In the moment, failure can feel quite lonely, and you might feel isolated in your experience. This is far from the truth as suffering is a part of every human experience. The legal industry does not welcome emotional responses often, so a lot of energy is spent on covering them up. 

It behooves everyone to recognize the universality of failure and the benefits of the comfort that follows this recognition. You might reach out to a mentor or close friend and share your experience with them. Chances are they might have a similar experience to share with you. Even if they don’t, sharing yours often can make you feel less alone.

  • Reframe Failure as Experience

Similar to mindfulness, the ability to reframe a failure as simply another event in your life can be helpful and, frankly, more accurate. Ask yourself; why do I call it a failure? It might have been unpleasant, or undesirable but what is the point of calling it a failure? Often when we look back on our adverse experiences, we find beneficial outcomes from them. 

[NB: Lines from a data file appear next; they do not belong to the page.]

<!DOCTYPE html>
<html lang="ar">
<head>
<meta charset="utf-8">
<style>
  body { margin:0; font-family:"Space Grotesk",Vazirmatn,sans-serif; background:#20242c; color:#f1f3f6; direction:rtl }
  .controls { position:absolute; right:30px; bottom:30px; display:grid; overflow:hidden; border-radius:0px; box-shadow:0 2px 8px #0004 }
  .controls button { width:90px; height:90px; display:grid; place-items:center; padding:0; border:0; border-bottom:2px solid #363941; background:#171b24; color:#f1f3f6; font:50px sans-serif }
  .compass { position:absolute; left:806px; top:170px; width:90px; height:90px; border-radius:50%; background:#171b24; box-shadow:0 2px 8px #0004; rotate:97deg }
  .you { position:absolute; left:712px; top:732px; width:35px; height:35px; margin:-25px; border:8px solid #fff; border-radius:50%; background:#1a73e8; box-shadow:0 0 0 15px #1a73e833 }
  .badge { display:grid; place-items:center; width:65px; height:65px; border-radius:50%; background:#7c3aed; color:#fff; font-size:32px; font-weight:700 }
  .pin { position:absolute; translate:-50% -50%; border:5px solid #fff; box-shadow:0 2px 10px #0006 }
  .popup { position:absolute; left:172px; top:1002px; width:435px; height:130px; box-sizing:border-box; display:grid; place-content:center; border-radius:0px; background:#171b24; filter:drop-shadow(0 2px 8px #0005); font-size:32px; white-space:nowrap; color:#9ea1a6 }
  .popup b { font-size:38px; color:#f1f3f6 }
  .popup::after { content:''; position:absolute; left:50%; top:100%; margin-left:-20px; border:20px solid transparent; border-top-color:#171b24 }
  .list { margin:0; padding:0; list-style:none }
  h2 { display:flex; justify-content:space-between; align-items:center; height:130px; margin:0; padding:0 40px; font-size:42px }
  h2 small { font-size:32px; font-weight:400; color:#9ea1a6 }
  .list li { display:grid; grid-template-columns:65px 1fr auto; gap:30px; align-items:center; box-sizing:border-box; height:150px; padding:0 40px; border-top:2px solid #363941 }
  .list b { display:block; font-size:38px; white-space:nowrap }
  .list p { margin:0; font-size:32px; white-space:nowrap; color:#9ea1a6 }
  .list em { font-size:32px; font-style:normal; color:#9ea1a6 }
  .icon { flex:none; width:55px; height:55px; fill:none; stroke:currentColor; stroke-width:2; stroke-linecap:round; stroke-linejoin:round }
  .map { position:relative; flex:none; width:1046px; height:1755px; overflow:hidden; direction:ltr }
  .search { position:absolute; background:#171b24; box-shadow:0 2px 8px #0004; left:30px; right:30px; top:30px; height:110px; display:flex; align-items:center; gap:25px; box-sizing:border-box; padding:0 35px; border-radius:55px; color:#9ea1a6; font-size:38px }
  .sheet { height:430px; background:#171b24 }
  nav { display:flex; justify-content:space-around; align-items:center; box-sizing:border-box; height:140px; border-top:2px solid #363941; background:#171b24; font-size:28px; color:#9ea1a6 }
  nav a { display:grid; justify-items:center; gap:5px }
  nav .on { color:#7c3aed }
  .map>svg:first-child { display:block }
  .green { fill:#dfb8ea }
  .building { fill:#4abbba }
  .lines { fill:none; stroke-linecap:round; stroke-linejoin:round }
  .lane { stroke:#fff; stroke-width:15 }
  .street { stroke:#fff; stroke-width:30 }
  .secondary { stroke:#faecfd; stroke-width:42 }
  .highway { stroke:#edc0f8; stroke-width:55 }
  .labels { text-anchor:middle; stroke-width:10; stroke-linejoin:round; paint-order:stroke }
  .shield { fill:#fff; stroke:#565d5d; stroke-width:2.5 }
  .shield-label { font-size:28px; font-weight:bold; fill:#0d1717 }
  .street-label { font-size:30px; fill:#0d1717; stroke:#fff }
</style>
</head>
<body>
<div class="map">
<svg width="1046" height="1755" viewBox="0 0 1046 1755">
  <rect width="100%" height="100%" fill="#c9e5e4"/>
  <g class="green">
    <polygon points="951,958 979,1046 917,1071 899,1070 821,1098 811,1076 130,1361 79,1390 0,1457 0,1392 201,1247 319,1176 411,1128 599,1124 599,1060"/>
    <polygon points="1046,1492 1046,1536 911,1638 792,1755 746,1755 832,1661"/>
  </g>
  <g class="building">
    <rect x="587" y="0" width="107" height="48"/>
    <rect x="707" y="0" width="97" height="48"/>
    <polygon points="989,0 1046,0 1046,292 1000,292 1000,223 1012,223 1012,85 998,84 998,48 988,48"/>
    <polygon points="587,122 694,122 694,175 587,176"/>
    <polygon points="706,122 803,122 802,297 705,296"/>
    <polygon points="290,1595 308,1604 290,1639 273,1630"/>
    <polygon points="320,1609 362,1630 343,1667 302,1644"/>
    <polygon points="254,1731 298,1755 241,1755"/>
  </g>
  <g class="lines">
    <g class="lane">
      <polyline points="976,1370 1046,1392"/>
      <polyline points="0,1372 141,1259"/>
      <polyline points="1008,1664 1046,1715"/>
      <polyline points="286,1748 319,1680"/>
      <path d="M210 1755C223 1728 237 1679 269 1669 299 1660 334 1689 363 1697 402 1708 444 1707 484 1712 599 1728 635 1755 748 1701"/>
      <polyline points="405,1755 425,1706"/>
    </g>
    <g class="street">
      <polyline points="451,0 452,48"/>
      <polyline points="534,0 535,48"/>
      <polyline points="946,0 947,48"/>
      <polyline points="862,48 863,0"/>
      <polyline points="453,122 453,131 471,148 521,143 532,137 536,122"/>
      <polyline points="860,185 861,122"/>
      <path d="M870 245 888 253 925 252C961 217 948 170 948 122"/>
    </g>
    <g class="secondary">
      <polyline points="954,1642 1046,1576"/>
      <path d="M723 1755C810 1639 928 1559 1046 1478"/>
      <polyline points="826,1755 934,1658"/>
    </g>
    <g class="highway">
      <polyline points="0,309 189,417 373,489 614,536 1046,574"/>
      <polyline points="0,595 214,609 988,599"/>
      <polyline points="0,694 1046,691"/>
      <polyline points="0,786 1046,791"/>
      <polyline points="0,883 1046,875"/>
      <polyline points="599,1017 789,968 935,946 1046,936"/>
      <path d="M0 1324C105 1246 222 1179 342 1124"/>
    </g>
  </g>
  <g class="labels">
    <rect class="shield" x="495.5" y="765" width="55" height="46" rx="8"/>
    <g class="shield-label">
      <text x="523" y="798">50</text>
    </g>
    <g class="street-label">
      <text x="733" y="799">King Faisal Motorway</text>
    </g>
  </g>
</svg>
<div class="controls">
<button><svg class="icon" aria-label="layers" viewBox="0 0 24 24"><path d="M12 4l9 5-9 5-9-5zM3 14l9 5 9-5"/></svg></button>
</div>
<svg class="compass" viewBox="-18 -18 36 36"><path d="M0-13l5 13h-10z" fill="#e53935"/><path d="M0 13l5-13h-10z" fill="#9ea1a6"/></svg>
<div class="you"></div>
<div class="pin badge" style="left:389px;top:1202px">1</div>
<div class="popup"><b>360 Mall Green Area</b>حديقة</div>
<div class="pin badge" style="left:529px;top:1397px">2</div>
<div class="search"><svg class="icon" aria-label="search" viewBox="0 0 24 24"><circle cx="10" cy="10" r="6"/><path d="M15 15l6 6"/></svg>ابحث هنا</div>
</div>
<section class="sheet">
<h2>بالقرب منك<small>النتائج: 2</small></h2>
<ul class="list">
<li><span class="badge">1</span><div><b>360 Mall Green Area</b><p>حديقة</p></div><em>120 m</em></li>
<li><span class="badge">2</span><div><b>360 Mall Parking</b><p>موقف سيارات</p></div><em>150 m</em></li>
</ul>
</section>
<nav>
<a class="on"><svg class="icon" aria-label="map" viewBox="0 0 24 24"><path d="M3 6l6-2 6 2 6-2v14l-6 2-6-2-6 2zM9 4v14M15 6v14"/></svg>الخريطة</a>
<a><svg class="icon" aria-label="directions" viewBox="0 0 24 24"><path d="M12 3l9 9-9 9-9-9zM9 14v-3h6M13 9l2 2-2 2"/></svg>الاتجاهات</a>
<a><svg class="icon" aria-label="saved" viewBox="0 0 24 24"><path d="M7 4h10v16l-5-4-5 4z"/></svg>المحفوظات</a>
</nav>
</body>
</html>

Our general learned fear of failure makes it difficult to celebrate the overall experience. Taking the time to allow yourself your own point of view on an event can be surprisingly uplifting. By taking a curious approach, you might find positive aspects about this situation in the long run.

Allow yourself the freedom of interpretation.  

  • Validate your Emotions, Then Let Them Go

Emotions are very helpful. They allow us to reflect on a situation and understand what it means to us. During a setback, it’s normal to feel angry, sad, and even shameful, among many other emotions. Although the natural tendency is to avoid these unpleasant emotions, this essentially causes us to deny our feelings. This does not mean they go away, and most of the time they become less controllable. Eventually, our emotions will make themselves known.

If you’d like to work on your emotional acceptance, here are some suggestions: 

  • Identify the Emotion - Understand what it feels like when you are experiencing this emotion, and then give it a name. 
  • Identify How It Presents - Set a timer for 5-10 minutes and lay down. Focus on individual parts of your body to understand how this emotion is physically affecting you.
  • Breathe - Breathe deeply as you explore this feeling. Let your body release its tension. 

Working through emotional experiences can often be done physically. Find a healthy activity you enjoy that allows you to do this on a regular basis.

  • Failure = Opportunity

There is no way of knowing the long-term effects of any one experience. There might be obvious results (such as loss of salary after losing a job), but this is temporary. The moment you understand that change is opportunity, is the moment you understand any failure brings freedom of choice. 

Zoom out from your preferred professional path and try to look at the many twists and turns your career will undoubtedly take. Perhaps your dream job is waiting for you right after you’ve been let go.   

  • Find Support

Being a lawyer can be extremely isolating. You will often feel like you are the only one going backward in your practice, while everyone else is thriving. This kind of bubble mentality can be detrimental to your personal and professional lives if you don’t have a good support system. If you do not have family or friends close to you, consider seeking professional help to maintain good habits within yourself.

Being a lawyer is difficult, and your career goals may take your whole life to accomplish. Allow yourself to take your time and give yourself the tools you need to succeed.